Task instructions:
Look through the data below, tally the lines where "name" occurs, and write the total alone.

====== Given data ======

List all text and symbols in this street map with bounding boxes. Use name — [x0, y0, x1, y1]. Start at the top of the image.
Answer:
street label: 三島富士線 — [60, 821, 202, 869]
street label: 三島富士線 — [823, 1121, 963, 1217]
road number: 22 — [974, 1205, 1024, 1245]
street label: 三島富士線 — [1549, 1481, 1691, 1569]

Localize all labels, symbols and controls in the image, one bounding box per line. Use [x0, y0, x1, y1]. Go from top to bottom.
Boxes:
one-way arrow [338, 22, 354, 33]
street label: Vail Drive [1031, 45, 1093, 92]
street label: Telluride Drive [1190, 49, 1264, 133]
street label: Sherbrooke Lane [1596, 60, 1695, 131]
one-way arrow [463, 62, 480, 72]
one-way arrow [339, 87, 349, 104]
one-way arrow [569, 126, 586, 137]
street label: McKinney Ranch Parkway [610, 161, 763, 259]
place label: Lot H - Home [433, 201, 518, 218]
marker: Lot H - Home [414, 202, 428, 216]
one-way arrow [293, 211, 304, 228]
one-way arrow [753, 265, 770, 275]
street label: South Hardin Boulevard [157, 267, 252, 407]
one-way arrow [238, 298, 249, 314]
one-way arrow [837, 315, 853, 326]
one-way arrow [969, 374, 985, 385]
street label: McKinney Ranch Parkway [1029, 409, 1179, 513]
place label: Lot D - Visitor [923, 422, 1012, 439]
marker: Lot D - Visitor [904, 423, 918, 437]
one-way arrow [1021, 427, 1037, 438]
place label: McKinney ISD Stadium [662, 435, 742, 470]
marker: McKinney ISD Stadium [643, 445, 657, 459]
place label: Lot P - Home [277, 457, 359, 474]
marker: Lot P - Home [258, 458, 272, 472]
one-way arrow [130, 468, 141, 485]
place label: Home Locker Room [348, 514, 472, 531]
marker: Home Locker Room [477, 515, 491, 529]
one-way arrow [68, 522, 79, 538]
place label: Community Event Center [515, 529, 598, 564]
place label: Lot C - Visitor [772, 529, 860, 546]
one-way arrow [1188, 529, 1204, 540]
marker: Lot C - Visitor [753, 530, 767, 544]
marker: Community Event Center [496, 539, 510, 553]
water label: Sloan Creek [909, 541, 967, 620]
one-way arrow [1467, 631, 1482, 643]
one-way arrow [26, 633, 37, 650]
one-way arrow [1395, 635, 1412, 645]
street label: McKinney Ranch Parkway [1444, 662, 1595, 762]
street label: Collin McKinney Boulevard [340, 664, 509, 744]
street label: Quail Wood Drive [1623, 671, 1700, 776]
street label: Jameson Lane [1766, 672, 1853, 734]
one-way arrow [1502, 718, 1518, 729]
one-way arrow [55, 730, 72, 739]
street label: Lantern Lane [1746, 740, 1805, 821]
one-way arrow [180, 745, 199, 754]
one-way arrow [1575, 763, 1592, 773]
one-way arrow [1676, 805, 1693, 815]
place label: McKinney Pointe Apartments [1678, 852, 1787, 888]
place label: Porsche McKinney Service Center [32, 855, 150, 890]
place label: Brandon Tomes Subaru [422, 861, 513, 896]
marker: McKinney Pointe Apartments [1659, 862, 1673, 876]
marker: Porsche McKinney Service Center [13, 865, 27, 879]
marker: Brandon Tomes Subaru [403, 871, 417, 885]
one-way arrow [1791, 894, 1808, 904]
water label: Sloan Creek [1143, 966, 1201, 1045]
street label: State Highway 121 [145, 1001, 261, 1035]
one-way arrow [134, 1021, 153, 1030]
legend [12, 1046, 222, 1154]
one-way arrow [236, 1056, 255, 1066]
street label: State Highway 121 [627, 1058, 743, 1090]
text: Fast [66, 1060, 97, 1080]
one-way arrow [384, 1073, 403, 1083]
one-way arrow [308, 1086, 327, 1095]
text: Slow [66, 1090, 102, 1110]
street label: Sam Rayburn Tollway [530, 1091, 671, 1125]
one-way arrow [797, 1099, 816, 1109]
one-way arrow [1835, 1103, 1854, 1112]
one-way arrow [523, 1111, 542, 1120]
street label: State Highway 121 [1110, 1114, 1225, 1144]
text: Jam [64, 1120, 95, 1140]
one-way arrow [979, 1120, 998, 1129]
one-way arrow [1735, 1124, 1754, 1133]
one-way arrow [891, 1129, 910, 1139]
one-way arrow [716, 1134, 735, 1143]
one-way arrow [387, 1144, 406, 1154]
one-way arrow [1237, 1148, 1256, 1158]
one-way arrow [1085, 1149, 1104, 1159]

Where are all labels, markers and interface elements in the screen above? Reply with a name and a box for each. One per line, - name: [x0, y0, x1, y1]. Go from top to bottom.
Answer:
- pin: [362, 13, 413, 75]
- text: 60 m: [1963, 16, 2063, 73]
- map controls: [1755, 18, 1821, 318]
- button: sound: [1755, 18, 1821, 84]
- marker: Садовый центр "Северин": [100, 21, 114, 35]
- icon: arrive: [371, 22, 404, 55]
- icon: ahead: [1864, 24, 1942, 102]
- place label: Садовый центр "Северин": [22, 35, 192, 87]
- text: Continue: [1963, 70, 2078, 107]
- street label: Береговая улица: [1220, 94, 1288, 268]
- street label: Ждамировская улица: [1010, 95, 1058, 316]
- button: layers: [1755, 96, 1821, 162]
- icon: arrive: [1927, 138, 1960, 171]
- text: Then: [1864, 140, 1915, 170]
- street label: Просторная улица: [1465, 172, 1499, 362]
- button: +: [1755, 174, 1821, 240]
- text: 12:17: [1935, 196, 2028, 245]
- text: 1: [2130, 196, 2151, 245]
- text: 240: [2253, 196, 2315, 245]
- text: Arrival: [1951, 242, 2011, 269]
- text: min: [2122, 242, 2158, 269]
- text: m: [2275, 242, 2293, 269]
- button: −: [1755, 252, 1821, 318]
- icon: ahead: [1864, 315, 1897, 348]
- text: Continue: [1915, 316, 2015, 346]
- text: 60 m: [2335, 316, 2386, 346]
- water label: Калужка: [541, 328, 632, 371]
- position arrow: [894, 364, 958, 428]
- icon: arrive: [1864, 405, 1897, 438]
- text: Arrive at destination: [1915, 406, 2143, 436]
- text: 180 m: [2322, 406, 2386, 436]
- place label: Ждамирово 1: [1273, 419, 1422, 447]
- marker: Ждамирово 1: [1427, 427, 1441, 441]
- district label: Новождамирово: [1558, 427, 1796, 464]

======

Exercise answer:
2